Supplied records Start Marker

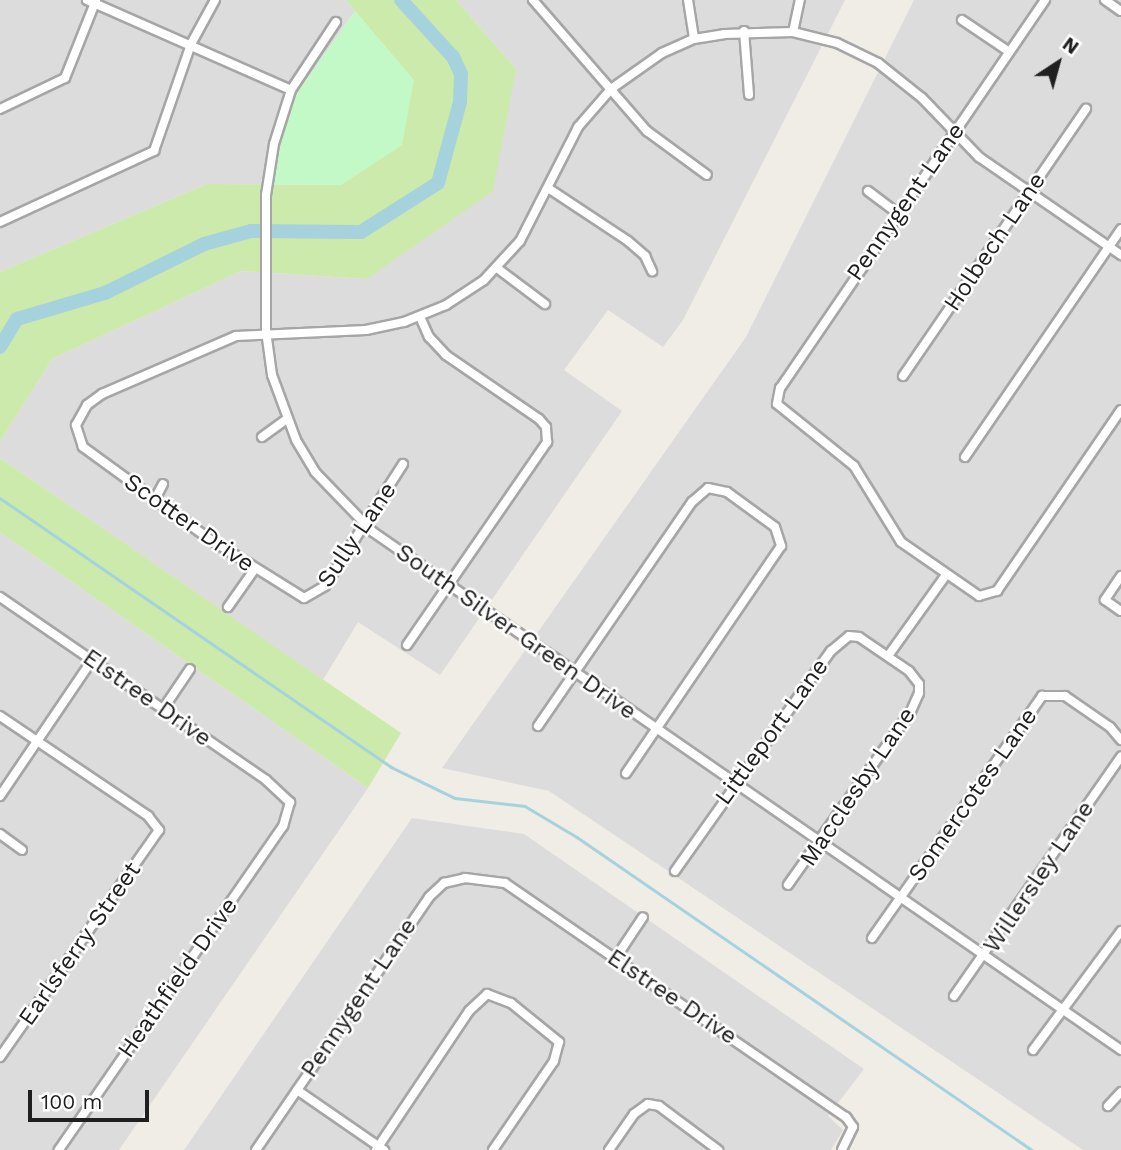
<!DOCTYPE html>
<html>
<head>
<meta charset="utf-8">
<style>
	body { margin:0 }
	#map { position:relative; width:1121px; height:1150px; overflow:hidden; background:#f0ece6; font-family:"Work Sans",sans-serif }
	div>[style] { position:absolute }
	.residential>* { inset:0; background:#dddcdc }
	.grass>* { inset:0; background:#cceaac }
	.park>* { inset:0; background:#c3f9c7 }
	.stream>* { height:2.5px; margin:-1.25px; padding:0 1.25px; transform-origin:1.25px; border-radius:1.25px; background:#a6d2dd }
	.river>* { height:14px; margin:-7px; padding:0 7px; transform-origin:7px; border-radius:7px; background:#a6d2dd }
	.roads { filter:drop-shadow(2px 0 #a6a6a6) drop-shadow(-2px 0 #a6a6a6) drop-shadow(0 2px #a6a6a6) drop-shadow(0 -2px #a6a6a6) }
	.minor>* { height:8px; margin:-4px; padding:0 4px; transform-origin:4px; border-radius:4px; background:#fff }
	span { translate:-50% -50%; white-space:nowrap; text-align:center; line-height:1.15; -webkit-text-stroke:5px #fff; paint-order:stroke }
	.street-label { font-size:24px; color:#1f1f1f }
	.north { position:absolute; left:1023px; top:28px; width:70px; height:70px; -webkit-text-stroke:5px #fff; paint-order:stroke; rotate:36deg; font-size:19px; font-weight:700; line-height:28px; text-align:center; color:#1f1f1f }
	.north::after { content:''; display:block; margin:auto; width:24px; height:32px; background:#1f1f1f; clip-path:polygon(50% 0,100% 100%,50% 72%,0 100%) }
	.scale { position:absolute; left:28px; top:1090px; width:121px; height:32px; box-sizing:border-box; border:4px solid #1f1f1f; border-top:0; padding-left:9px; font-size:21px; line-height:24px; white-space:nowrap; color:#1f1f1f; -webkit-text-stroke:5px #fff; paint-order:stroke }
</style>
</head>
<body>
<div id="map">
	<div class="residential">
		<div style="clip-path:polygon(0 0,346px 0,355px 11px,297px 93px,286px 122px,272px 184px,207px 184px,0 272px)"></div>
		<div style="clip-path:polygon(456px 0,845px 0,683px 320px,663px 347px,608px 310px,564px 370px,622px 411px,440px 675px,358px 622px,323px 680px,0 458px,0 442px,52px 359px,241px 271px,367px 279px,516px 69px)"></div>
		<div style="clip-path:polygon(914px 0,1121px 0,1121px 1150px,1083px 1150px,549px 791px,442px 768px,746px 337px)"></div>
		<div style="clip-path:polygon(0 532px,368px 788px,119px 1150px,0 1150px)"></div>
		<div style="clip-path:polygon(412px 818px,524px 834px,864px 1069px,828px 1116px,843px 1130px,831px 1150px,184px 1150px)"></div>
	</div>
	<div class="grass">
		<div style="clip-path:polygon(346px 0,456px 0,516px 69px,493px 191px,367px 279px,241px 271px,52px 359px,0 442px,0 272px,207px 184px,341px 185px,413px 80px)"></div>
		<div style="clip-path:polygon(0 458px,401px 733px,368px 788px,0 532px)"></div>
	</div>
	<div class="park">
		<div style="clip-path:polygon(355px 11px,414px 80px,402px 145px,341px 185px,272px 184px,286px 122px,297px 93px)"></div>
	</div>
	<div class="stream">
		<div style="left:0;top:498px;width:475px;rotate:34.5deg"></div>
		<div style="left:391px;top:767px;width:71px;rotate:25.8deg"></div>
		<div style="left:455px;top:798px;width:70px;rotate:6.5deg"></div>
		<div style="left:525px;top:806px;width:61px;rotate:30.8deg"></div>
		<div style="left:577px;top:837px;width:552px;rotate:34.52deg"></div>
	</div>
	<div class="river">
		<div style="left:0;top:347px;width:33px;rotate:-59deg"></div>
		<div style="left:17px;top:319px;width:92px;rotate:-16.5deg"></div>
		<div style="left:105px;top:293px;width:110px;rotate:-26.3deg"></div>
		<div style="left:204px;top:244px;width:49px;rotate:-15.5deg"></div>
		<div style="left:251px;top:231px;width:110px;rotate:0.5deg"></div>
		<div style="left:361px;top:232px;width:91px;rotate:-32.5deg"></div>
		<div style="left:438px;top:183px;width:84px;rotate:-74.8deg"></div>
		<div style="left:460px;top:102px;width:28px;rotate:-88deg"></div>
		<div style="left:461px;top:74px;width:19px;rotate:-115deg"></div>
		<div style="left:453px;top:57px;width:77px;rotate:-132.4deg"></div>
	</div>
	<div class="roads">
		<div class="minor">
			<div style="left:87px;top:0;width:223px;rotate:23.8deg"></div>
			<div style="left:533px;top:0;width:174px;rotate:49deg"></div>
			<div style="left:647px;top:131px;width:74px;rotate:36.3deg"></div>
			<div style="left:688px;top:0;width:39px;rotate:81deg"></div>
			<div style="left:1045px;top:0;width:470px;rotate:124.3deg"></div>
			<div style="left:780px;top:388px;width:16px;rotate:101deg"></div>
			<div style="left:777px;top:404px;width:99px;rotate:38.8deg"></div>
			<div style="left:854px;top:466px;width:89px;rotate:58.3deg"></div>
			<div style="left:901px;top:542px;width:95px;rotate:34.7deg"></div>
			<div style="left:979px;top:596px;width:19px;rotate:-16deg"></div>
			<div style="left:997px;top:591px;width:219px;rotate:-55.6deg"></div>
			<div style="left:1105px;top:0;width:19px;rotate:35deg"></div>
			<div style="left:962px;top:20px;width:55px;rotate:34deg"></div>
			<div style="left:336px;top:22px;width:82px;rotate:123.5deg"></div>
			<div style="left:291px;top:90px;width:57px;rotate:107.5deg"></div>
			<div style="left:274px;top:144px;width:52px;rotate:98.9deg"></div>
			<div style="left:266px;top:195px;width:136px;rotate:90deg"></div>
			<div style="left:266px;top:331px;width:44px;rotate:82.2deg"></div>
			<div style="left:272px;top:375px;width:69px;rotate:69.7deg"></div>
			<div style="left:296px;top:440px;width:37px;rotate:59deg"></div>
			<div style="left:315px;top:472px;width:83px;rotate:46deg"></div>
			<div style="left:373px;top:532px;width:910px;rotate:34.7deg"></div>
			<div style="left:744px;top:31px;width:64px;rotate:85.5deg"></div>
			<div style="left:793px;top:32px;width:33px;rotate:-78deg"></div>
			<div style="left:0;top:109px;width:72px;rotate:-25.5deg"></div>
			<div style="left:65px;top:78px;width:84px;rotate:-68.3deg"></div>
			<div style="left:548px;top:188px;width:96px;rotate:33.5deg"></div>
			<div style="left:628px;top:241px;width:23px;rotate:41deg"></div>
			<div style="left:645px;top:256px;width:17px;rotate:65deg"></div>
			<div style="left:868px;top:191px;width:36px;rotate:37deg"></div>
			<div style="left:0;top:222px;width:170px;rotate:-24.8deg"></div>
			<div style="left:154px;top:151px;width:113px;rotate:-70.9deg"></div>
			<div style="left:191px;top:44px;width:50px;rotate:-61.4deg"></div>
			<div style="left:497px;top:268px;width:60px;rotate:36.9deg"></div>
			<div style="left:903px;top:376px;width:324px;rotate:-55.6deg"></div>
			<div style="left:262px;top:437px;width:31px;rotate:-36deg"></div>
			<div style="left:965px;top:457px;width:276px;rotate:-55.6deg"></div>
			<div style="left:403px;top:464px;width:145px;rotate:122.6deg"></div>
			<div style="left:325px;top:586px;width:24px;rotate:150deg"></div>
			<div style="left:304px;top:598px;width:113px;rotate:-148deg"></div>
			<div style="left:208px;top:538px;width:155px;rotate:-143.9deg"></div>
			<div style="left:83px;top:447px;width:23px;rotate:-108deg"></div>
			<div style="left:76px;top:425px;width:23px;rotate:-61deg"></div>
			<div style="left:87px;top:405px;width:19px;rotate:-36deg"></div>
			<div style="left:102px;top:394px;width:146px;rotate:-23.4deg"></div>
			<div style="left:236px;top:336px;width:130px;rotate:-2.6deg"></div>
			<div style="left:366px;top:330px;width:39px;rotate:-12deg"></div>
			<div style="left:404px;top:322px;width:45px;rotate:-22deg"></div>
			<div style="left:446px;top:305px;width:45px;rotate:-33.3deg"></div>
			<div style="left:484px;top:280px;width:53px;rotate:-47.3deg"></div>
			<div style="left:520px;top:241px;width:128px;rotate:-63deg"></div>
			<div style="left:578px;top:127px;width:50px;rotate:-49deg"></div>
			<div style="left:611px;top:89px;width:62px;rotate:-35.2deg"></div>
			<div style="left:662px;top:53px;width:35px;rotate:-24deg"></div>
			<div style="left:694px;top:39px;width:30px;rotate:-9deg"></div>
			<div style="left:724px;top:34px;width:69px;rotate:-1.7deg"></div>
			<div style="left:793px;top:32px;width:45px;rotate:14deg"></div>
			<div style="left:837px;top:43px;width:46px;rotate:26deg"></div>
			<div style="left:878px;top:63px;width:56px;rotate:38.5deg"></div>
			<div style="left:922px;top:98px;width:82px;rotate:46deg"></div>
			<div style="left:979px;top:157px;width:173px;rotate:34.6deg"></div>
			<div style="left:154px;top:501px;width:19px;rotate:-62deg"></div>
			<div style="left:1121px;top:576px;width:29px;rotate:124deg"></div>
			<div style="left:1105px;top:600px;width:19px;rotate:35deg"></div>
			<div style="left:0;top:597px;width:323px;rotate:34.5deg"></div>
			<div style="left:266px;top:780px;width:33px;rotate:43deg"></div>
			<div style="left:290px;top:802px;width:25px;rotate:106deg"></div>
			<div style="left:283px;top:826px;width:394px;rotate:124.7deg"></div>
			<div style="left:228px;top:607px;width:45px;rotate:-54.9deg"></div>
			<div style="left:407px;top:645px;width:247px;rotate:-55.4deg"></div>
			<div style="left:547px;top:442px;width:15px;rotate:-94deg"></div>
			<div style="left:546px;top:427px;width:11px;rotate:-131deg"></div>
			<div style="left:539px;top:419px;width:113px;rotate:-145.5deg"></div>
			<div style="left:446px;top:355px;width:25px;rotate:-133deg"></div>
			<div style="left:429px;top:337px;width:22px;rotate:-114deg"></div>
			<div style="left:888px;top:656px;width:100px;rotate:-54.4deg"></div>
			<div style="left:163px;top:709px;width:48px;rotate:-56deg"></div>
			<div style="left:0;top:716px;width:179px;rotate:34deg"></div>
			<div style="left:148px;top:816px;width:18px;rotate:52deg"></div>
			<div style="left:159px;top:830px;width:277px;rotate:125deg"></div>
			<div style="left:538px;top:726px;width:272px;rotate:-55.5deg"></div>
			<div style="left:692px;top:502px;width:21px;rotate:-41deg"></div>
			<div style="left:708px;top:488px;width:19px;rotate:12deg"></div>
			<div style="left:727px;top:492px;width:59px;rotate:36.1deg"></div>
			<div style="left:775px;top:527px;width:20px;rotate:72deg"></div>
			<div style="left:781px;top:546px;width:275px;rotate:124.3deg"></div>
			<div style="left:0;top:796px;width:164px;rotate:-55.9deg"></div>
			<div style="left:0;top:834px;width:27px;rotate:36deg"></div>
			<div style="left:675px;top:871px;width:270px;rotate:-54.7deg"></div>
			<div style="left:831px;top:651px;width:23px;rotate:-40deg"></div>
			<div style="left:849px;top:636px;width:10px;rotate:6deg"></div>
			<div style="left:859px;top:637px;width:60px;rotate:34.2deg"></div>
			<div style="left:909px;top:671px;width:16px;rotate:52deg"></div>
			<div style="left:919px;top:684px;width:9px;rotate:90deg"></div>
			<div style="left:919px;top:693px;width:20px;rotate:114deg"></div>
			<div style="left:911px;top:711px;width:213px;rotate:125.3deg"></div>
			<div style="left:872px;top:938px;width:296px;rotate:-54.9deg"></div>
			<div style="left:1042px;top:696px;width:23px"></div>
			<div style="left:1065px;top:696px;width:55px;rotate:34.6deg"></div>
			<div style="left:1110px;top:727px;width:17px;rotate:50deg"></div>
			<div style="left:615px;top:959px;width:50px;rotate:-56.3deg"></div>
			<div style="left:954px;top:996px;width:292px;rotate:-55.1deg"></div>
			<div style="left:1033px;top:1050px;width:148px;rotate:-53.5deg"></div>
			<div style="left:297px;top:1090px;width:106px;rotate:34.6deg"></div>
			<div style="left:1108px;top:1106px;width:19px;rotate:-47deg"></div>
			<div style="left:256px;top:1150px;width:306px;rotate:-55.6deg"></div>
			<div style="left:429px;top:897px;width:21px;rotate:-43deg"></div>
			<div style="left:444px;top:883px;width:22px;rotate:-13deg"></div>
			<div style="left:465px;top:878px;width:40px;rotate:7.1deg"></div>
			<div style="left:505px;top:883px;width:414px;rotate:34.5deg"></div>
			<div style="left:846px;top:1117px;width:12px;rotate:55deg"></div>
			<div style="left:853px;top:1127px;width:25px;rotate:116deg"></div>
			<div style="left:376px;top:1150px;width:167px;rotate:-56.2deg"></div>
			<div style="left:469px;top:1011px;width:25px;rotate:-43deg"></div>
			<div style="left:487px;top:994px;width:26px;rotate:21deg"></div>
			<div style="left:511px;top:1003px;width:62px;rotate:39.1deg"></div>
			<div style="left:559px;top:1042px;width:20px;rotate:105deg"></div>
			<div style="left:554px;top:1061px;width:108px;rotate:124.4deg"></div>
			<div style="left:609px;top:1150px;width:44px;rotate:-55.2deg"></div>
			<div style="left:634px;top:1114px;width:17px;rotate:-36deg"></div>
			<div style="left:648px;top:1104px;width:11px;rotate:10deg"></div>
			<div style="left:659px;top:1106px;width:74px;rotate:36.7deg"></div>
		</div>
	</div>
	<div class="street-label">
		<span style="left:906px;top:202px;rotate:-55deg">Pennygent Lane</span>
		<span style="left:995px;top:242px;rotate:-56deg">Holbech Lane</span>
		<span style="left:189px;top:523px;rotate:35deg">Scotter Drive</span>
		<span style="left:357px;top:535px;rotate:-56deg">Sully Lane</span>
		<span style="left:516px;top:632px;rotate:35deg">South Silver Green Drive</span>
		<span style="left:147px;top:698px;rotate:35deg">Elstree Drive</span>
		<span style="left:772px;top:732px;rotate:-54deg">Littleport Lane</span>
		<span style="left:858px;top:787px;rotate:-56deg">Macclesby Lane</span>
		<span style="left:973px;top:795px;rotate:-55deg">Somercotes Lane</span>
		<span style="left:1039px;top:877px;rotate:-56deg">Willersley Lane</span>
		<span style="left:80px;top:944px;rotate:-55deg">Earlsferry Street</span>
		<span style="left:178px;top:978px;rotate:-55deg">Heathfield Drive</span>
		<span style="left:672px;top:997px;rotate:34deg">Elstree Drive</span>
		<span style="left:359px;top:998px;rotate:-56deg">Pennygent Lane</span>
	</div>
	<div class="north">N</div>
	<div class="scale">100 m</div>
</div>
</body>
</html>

Supplied records End Marker

Transcribe the entries from their first line to the line that holds "position:relative; width:1121px; height:1150px;", both included, and skip every picture.

<!DOCTYPE html>
<html>
<head>
<meta charset="utf-8">
<style>
	body { margin:0 }
	#map { position:relative; width:1121px; height:1150px; overflow:hidden; background:#f0ece6; font-family:"Work Sans",sans-serif }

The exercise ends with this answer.